30-Aug-2001 -- Today was a great day for hiking in the desert. I was able to drive to within a couple of miles of the confluence. I found some interesting historical markers (see photo 2.) The road probably gets closer, but I did not have four wheel drive, so I parked. Then I hiked. The temperature was warm (some would even say “hot”), but a nice breeze provided moderation. The terrain was mostly sandy and rocky. Some of the rocks appeared to be of the sedimentary variety, while others appeared to be igneous. I wish I know more about geology; I would give a better report and explanation. The flora included small bushes and several varieties of cactus. I saw a jack rabbit, some birds, some lizards and a lot of ants. I saw no water, although I did see much evidence of water in small, dry “washes” or arroyos.
The hike to the confluence took about an hour. I came to a fence along the way and thought I might need to cross it but the need never arose. The fence ran basically parallel to and about 6 meters north of the 37th parallel. The confluence was in a rather wide, flat and dry stream bed called (according to the map) Beaver Dam Wash.
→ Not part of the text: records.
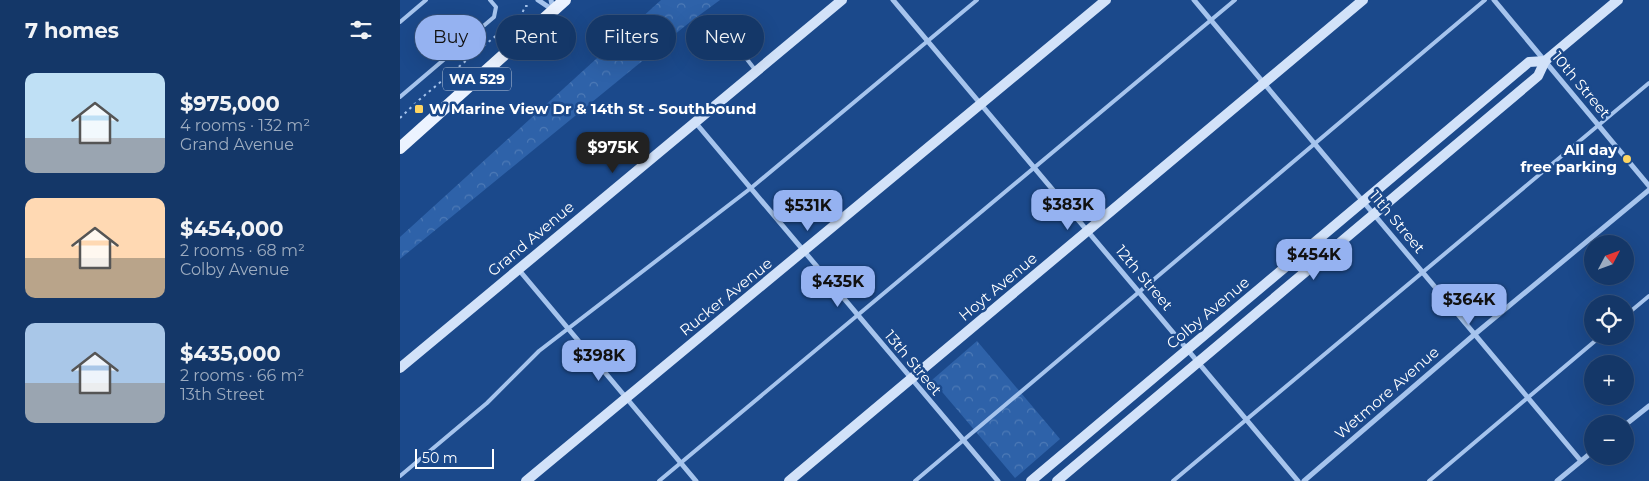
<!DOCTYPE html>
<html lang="en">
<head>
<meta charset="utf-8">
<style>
	body { margin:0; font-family:Montserrat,sans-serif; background:#1d3f6e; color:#f1f3f6; height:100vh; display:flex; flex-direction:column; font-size:19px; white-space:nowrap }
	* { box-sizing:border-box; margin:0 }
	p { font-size:16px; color:#9dacc0 }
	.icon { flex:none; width:28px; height:28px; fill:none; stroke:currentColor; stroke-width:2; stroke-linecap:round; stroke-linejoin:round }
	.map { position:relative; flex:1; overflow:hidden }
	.details { display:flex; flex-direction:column; background:#143768; width:400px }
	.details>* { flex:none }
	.banner { position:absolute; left:15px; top:15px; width:475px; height:45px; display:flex; gap:10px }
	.needle { width:32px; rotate:49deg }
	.buttons { position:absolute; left:1184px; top:235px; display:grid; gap:10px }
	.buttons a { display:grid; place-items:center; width:50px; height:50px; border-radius:50%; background:#143768; box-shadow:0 5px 20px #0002,0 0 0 1px #33517c; font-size:25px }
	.scale { position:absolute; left:15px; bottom:12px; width:79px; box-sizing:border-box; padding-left:5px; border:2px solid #fff; border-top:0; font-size:14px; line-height:18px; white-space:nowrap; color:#fff; -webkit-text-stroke:4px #1b498b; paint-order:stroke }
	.price { position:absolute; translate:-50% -42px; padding:0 11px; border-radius:10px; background:#95b2f1; color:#111; font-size:16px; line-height:32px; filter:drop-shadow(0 1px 2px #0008) }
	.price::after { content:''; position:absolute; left:50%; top:30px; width:15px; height:11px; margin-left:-8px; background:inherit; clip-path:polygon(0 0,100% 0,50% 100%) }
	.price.on { background:#222; color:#fff }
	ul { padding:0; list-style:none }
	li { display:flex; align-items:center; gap:15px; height:125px; padding:0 25px }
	li span { display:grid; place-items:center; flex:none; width:140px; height:100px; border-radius:10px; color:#555 }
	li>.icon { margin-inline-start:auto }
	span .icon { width:60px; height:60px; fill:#fffc; stroke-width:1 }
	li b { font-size:21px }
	h2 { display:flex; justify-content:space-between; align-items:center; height:60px; padding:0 25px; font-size:21px }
	.pill { padding:0 18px; border-radius:22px; background:#143768; box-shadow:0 5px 20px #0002,0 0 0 1px #33517c; font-size:18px; line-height:45px }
	.pill.on { background:#95b2f1; color:#111 }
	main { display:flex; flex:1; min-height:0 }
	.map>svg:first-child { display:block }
	.forest { fill:url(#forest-crowns) }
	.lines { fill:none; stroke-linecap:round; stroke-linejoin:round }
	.path { stroke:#a6c4ed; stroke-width:2; stroke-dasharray:2.5 4; stroke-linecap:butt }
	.lane { stroke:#a6c4ed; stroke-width:4 }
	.street { stroke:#a6c4ed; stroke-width:5 }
	.secondary { stroke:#d2e2f9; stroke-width:10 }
	.primary { stroke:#ecf3ff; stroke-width:12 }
	.poi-dot { fill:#fed562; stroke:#1b498b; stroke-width:2 }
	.labels { text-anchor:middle; stroke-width:5; stroke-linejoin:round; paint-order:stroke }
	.shield { fill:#1b498b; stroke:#bbc8dc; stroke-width:1 }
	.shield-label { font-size:14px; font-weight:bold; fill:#fff }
	.street-label { font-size:15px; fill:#fff; stroke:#1b498b }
	.poi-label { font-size:15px; font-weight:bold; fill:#fff; stroke:#1b498b; text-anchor:start }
</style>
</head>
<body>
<main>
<section class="details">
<h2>7 homes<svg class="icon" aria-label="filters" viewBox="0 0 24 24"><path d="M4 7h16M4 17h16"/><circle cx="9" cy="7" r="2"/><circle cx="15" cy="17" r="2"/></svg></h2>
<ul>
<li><span style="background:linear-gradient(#bfe0f5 65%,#9aa5b1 0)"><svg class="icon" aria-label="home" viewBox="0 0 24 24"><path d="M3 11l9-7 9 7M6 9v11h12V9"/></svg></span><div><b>$975,000</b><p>4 rooms · 132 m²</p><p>Grand Avenue</p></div></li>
<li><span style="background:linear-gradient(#ffd9b3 60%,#b9a48a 0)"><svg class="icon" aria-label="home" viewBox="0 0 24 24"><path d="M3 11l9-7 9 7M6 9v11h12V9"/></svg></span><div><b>$454,000</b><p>2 rooms · 68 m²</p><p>Colby Avenue</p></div></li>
<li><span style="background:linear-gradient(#a9c7e8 60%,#9aa5b1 0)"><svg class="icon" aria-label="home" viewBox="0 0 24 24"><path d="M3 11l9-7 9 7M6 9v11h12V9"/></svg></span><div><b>$435,000</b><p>2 rooms · 66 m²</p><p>13th Street</p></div></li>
</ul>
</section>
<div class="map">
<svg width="1249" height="481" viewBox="0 0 1249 481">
	<defs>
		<pattern id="forest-crowns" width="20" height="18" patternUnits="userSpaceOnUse" patternTransform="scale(1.25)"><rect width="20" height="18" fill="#2e62a9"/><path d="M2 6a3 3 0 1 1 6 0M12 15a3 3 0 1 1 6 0" fill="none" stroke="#4d7ab6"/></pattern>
	</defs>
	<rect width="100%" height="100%" fill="#1b498b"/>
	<g class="forest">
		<polygon points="261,0 320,0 290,22 0,259 0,237"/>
		<polygon points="577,341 660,439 615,478 532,380"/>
	</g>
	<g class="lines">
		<polyline class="path" points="0,118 19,100 122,14 125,6 129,6"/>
		<g class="lane">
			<polyline points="0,22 26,0"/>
			<polyline points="326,32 356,71"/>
			<polyline points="0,97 94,17 96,7 90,0"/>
			<polyline points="1225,316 1249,296"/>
			<polyline points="0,476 87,403 139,351 351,188 577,0"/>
			<polyline points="259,481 835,0"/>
			<polyline points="515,481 1085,0"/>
			<polyline points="773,481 1249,83"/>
			<polyline points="1029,481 1201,336"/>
		</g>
		<g class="street">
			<polyline points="138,0 153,10"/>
			<polyline points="151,0 153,9"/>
			<polyline points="493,0 898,481"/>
			<polyline points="794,0 1181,461"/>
			<polyline points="1094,0 1249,186"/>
			<polyline points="295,122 598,481"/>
			<polyline points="119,270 296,481"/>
			<polyline points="1225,425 1249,406"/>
			<polyline points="904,481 1075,334 1249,190"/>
			<polyline points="1157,481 1192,452"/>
		</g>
		<g class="secondary">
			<polyline points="0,368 442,0"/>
			<polyline points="126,481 706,0"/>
			<polyline points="389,481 963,0"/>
			<polyline points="631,481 1129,62 1145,61"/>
			<polyline points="657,481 1138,76 1145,61 1218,0"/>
		</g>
		<polyline class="primary" points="0,148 165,0"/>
	</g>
	<g class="poi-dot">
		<rect x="14" y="104" width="10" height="10" rx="2.5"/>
		<circle cx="1227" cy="159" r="5"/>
	</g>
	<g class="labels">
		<rect class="shield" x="43" y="67.5" width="68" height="23" rx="4"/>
		<g class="shield-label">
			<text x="77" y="84">WA 529</text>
		</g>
		<g class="street-label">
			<text transform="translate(1181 85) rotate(50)" y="5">10th Street</text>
			<text transform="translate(997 222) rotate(50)" y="5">11th Street</text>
			<text transform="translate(131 239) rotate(-40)" y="5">Grand Avenue</text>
			<text transform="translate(744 278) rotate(50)" y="5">12th Street</text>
			<text transform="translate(598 287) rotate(-40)" y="5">Hoyt Avenue</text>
			<text transform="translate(326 297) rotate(-39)" y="5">Rucker Avenue</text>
			<text transform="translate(808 313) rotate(-40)" y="5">Colby Avenue</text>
			<text transform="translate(513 363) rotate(50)" y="5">13th Street</text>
			<text transform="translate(987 393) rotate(-41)" y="5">Wetmore Avenue</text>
		</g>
		<g class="poi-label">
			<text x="29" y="114">W Marine View Dr &amp; 14th St - Southbound</text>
			<text x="1217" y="155" text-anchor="end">All day<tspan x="1217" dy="17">free parking</tspan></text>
		</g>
	</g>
</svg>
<div class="buttons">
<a><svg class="needle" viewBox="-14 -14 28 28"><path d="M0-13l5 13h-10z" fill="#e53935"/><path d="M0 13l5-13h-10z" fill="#9dacc0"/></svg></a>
<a><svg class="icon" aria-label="locate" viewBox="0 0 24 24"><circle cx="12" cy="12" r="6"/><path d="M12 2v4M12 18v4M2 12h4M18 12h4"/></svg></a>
<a>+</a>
<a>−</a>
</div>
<div class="scale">50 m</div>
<b class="price on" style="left:213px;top:174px">$975K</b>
<b class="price" style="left:668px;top:231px">$383K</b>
<b class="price" style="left:408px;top:232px">$531K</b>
<b class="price" style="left:914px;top:281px">$454K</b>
<b class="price" style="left:438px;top:308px">$435K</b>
<b class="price" style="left:1069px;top:326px">$364K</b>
<b class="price" style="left:199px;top:382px">$398K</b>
<div class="banner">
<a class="pill on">Buy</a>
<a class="pill">Rent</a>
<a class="pill">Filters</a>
<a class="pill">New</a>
</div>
</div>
</main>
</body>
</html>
There was more greenery than in any of the surrounding area; it included some small cottonwood trees and many, many tamarisk bushes.
I took photos, including one of a rather striking barrel cactus (sorry about the out-of-focus bush in front of it.) I saw no people and no structures nor improvements except a large electrical power line, two or three fence lines and a small cattle corral with a loading chute.
It was a great hike. I’m glad I went.